### [AIM OF THE TASK]
Check the lines of the listing below for the word "Prolongación", and state only how many have it.

^^^^^^^^^^^^^^^^

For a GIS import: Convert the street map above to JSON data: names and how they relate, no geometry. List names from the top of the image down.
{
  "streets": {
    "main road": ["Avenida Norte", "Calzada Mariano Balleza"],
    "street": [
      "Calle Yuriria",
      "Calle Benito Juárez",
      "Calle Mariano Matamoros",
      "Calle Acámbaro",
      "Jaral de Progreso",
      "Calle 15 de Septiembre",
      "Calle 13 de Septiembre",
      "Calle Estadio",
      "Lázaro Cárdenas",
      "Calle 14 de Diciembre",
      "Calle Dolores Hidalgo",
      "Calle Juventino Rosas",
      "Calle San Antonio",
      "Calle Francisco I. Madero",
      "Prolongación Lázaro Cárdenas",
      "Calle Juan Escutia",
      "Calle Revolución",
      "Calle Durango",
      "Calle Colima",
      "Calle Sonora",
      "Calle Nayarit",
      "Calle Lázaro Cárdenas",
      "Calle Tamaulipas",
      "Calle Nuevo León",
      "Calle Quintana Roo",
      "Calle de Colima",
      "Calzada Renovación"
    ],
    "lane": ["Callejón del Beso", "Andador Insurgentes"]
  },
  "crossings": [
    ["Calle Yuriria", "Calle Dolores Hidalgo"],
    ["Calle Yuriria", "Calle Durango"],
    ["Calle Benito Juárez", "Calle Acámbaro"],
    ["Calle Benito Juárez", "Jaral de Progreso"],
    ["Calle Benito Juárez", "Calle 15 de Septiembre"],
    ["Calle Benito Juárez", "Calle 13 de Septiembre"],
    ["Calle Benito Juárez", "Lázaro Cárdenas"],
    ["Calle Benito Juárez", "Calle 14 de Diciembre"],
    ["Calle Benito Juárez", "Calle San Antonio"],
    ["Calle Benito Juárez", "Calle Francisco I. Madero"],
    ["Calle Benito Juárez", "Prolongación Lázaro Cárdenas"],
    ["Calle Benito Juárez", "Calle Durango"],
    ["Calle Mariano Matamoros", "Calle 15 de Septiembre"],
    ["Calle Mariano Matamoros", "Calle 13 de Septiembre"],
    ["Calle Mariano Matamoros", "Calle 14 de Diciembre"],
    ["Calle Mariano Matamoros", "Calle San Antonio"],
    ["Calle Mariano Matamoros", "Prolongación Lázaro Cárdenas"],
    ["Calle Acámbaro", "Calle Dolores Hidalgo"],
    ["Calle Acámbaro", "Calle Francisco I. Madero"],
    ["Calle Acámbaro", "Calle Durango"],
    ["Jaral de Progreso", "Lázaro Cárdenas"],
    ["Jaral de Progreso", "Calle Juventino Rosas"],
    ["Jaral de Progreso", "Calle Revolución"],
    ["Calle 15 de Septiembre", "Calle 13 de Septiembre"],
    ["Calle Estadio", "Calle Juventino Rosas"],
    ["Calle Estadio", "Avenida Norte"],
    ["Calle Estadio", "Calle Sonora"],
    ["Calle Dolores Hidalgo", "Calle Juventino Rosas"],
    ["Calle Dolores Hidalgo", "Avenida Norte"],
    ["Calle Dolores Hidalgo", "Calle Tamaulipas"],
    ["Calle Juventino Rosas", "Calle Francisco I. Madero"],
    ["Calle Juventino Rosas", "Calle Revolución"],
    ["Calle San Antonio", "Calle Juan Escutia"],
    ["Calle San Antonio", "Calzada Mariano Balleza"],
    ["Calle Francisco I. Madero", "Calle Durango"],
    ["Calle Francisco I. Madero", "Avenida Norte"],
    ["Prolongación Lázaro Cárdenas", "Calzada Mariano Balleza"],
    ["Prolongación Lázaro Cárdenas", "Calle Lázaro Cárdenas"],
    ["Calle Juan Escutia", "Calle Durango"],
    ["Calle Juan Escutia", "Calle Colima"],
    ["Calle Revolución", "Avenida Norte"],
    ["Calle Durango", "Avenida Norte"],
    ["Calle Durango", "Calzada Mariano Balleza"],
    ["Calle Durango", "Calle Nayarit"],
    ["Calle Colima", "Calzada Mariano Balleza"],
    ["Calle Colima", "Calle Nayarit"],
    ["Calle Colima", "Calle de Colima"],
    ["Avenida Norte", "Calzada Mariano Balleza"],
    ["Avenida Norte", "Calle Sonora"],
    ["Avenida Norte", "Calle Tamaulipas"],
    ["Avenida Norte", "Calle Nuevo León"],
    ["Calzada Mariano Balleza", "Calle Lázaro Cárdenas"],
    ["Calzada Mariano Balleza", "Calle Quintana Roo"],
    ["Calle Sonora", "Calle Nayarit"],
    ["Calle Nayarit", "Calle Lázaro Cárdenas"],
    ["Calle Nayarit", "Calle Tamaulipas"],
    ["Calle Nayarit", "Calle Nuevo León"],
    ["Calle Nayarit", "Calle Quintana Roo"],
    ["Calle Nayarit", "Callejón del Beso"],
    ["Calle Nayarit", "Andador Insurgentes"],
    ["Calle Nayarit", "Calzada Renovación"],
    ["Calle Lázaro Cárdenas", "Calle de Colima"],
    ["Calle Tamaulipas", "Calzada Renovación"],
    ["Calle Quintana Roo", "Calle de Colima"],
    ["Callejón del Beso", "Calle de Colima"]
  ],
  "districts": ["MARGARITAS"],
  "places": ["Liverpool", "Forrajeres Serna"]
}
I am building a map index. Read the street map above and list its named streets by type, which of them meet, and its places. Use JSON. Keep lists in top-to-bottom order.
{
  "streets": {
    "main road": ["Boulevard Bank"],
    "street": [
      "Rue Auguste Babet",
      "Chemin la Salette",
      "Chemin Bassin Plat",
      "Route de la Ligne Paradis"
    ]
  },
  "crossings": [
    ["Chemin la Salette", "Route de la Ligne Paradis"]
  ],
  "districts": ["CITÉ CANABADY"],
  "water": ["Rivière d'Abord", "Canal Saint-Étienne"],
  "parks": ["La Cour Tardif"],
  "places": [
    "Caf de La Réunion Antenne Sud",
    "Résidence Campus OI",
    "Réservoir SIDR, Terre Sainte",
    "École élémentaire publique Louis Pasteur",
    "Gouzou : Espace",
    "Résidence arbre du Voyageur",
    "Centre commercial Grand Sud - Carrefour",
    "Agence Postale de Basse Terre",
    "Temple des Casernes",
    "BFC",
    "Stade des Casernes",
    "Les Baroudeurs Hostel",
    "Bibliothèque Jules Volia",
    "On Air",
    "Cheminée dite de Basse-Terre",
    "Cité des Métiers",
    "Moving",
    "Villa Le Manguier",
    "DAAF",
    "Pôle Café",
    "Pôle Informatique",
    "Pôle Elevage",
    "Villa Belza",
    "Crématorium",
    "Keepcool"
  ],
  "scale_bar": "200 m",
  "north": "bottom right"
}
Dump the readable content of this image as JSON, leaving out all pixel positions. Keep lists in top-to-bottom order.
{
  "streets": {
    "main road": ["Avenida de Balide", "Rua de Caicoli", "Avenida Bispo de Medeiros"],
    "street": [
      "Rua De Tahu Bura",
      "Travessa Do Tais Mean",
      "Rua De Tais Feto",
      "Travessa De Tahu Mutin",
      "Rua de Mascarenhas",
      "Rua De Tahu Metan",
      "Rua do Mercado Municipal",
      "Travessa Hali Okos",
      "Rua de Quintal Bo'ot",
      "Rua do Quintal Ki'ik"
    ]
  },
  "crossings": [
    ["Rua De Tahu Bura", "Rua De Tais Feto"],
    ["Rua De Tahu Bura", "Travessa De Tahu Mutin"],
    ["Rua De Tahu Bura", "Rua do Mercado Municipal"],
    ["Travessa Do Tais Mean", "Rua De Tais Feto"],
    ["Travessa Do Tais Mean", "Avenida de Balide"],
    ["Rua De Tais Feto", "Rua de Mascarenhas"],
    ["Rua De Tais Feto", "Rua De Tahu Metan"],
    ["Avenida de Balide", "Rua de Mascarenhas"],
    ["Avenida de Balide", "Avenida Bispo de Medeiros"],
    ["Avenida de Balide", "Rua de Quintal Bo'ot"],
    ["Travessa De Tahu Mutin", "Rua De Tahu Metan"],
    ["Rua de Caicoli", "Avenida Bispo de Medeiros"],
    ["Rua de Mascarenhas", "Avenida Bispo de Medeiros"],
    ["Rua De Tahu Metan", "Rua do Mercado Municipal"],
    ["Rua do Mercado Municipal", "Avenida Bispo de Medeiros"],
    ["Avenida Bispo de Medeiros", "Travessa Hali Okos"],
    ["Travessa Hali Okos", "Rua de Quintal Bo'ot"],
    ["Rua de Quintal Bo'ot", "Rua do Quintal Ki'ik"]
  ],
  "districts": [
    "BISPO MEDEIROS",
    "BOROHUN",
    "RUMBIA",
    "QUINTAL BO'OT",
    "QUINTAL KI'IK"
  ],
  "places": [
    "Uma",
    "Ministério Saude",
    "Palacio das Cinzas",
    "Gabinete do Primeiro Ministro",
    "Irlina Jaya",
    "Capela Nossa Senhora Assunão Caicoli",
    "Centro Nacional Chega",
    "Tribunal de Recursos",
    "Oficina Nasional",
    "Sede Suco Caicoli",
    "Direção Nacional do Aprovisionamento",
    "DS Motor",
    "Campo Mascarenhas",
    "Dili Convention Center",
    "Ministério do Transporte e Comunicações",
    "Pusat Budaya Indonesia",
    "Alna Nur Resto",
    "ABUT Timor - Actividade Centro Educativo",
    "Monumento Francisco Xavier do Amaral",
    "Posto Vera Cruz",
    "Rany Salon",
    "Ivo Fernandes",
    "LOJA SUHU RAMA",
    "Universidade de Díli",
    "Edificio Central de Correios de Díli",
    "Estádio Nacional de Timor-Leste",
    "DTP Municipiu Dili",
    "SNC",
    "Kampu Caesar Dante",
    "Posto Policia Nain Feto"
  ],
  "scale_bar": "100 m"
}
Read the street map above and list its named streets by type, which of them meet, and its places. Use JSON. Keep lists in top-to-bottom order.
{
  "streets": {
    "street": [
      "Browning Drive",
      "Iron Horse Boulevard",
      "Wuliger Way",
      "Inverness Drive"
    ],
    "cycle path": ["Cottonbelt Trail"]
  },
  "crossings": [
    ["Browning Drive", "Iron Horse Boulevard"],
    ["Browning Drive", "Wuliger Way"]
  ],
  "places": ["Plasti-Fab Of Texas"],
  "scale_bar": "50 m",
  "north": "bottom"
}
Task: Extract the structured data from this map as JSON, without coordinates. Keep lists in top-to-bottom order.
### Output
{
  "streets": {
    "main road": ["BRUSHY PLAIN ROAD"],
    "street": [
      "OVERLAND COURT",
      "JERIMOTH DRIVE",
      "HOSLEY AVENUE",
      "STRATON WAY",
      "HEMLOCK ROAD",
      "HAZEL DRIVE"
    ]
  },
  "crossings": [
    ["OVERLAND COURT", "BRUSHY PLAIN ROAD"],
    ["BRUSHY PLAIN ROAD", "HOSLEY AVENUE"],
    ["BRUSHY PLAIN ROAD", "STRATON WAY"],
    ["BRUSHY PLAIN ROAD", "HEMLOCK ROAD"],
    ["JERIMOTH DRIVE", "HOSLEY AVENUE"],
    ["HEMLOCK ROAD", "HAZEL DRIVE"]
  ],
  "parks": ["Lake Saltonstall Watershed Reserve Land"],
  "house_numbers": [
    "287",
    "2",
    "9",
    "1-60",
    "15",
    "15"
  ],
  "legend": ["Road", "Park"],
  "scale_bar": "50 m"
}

^^^^^^^^^^^^^^^^

### [SOLUTION TO THE EXERCISE]
5